Collected data entries:
-------

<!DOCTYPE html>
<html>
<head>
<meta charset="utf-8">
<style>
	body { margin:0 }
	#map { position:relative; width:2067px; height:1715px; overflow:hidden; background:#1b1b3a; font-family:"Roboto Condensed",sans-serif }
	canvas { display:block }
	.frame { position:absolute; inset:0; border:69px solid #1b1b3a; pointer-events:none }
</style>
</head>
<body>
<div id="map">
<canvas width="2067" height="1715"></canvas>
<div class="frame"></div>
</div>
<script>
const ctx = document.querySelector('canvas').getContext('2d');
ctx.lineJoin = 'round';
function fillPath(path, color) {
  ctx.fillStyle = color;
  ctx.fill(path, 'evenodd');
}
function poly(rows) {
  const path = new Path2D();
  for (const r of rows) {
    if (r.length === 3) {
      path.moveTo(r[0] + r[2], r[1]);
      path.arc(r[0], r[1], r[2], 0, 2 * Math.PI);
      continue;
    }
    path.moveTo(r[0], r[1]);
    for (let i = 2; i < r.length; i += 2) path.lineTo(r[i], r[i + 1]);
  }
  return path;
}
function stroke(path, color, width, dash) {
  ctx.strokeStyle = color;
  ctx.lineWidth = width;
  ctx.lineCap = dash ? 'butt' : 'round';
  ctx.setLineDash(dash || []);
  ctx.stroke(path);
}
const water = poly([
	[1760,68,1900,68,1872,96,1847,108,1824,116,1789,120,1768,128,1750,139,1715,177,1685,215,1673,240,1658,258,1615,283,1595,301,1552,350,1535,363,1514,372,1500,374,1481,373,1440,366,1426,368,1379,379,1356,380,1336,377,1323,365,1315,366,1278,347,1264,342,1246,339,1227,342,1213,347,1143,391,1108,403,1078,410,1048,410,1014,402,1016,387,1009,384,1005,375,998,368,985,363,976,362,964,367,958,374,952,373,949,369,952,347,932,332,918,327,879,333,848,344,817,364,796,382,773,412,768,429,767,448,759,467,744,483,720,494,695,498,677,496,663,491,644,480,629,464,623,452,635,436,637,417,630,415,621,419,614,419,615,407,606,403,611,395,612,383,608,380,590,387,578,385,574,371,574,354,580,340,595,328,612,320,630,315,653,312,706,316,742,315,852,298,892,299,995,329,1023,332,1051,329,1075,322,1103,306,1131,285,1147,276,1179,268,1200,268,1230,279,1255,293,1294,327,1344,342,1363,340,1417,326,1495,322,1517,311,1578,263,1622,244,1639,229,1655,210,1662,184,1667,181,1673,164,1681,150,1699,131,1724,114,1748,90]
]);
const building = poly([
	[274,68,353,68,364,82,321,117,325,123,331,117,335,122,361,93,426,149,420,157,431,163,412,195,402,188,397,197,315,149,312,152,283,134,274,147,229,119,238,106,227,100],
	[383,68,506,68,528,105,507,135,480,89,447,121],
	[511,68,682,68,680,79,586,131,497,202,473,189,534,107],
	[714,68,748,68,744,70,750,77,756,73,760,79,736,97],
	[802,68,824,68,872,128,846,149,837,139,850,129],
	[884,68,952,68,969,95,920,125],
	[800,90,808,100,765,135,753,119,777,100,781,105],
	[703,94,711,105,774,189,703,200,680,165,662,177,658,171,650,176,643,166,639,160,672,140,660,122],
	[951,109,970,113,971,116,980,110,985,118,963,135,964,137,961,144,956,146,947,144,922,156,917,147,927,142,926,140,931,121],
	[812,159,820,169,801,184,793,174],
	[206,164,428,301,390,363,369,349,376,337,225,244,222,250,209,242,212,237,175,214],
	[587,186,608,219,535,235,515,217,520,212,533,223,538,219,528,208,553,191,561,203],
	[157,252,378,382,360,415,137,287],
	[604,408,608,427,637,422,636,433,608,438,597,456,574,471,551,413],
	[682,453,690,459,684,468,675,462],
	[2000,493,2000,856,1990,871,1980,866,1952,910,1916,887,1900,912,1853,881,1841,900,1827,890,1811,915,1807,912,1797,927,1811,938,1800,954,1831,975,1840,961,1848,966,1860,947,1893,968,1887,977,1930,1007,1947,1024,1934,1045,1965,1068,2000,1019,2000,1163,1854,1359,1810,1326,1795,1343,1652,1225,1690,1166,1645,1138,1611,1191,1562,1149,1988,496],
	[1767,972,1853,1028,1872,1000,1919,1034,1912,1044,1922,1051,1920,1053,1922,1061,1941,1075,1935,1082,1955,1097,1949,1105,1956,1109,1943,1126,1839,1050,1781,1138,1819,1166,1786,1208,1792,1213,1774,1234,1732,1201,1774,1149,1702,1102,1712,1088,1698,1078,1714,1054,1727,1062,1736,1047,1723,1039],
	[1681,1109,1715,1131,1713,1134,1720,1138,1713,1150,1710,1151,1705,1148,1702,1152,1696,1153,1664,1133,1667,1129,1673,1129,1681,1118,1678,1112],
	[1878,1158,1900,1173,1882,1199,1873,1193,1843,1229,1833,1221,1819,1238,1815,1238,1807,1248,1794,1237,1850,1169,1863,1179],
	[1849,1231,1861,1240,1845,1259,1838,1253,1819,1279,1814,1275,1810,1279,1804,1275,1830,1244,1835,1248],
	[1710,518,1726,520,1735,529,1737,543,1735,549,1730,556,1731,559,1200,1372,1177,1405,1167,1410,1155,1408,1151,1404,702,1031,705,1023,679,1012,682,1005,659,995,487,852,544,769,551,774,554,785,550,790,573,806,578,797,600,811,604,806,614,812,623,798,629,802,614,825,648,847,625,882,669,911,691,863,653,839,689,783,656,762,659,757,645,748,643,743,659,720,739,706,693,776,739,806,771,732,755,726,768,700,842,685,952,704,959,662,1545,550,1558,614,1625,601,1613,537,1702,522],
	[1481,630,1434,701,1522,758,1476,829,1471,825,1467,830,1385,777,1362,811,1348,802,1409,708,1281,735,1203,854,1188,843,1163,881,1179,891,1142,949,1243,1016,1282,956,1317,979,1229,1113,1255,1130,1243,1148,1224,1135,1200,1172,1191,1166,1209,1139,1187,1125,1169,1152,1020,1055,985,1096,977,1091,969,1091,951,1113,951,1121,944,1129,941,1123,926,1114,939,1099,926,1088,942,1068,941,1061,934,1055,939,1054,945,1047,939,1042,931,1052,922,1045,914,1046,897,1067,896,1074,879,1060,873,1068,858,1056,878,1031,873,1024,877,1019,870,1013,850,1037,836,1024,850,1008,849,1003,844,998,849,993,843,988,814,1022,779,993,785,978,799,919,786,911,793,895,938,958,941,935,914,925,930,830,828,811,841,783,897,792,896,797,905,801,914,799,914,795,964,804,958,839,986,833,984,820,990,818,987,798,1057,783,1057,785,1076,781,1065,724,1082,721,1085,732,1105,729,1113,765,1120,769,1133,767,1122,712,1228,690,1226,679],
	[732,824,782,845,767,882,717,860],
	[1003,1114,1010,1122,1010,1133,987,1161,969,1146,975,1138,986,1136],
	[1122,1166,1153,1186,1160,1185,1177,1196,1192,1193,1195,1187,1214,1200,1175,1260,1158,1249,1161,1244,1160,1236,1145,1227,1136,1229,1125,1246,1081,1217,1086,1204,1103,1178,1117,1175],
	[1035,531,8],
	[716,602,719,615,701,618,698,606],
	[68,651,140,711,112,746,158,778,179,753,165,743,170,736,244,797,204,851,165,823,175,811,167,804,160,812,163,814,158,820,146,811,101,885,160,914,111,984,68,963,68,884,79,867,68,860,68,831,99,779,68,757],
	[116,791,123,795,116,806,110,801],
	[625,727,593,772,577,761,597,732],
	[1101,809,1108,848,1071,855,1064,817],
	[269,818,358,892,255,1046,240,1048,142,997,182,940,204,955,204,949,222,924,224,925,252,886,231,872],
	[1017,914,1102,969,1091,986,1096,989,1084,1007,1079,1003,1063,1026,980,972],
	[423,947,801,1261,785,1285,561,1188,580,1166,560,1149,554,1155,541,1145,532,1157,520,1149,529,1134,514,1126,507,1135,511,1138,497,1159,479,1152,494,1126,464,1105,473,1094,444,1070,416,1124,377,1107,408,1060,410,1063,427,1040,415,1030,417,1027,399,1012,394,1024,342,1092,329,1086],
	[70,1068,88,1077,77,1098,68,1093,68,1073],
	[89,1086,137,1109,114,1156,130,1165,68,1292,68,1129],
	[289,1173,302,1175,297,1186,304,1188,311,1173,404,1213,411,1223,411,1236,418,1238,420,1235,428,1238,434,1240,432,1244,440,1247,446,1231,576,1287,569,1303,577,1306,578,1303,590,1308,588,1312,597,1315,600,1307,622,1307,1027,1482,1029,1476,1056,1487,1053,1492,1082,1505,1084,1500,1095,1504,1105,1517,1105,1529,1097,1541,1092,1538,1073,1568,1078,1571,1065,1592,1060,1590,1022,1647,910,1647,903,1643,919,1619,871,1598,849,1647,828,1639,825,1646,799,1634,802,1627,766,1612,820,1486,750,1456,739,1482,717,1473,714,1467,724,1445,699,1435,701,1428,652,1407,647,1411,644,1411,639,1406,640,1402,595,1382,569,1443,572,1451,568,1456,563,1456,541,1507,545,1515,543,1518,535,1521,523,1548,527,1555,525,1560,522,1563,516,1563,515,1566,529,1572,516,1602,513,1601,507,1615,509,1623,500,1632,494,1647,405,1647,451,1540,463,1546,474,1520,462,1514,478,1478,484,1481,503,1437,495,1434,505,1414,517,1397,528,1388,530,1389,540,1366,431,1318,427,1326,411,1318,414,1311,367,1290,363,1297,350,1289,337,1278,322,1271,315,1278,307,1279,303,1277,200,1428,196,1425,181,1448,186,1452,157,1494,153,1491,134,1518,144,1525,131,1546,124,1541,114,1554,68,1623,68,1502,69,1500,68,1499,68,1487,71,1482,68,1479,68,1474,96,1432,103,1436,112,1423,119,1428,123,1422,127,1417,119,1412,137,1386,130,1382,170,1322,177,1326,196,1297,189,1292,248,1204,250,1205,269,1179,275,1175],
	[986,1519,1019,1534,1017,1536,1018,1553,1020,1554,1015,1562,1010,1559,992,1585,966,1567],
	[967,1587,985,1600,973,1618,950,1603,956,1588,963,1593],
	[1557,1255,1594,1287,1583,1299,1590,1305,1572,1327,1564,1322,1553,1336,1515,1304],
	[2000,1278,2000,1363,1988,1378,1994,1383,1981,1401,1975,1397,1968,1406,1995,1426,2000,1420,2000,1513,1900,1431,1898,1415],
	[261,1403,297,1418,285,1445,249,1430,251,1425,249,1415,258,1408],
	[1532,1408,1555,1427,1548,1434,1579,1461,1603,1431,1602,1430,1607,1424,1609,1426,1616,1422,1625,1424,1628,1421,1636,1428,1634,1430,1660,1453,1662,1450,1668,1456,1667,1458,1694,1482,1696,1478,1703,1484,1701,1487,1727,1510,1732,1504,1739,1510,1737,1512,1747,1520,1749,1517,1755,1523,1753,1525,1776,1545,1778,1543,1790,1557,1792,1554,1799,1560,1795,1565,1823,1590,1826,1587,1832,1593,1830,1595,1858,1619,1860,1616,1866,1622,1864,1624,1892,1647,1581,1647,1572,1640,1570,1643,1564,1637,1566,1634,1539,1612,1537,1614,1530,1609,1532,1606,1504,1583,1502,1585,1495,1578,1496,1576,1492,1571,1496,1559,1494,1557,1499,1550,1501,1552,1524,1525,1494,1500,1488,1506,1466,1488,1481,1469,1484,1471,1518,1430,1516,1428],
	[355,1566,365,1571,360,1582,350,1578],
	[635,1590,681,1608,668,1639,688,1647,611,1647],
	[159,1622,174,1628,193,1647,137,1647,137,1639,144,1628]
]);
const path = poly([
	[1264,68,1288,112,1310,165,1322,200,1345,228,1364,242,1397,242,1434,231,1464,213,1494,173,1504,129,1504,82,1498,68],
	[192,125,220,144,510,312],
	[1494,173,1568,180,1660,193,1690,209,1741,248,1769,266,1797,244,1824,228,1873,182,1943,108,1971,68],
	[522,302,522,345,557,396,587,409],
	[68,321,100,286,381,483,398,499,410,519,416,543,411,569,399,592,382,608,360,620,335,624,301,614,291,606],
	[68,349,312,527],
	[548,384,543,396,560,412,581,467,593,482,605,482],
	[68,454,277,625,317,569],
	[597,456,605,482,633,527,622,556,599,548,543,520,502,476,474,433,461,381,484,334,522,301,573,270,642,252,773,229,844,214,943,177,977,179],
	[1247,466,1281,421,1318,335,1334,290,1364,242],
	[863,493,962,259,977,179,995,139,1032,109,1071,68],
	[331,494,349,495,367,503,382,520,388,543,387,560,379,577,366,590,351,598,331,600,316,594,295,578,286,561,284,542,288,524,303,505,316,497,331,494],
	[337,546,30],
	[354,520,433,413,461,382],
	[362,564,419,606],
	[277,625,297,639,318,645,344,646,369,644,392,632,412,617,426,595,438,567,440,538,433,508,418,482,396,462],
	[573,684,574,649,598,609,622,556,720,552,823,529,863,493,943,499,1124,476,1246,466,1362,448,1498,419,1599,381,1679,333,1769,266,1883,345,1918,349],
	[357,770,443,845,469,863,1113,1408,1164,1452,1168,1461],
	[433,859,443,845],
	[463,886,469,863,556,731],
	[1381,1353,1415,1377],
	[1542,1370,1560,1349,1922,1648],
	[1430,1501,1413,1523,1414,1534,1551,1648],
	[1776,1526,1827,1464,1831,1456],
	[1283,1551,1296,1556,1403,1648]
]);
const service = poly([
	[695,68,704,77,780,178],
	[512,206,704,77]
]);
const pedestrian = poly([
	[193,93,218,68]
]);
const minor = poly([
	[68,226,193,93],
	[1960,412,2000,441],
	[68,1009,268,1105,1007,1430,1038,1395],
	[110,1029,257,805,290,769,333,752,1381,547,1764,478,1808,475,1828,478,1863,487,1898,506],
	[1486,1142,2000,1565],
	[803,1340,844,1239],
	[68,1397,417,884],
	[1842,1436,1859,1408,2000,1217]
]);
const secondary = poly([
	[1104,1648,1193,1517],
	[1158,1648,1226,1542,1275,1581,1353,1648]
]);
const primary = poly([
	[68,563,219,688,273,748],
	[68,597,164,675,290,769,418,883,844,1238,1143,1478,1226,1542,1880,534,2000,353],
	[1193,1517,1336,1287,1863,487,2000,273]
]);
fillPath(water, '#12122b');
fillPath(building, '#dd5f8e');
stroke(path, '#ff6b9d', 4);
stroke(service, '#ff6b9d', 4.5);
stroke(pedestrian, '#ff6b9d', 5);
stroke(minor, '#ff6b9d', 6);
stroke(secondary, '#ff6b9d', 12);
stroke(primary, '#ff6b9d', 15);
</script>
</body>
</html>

-------

◆ **ACTIVITY**
Filter the entries and copy each line with "moveTo".

◆ **REPLY**
      path.moveTo(r[0] + r[2], r[1]);
    path.moveTo(r[0], r[1]);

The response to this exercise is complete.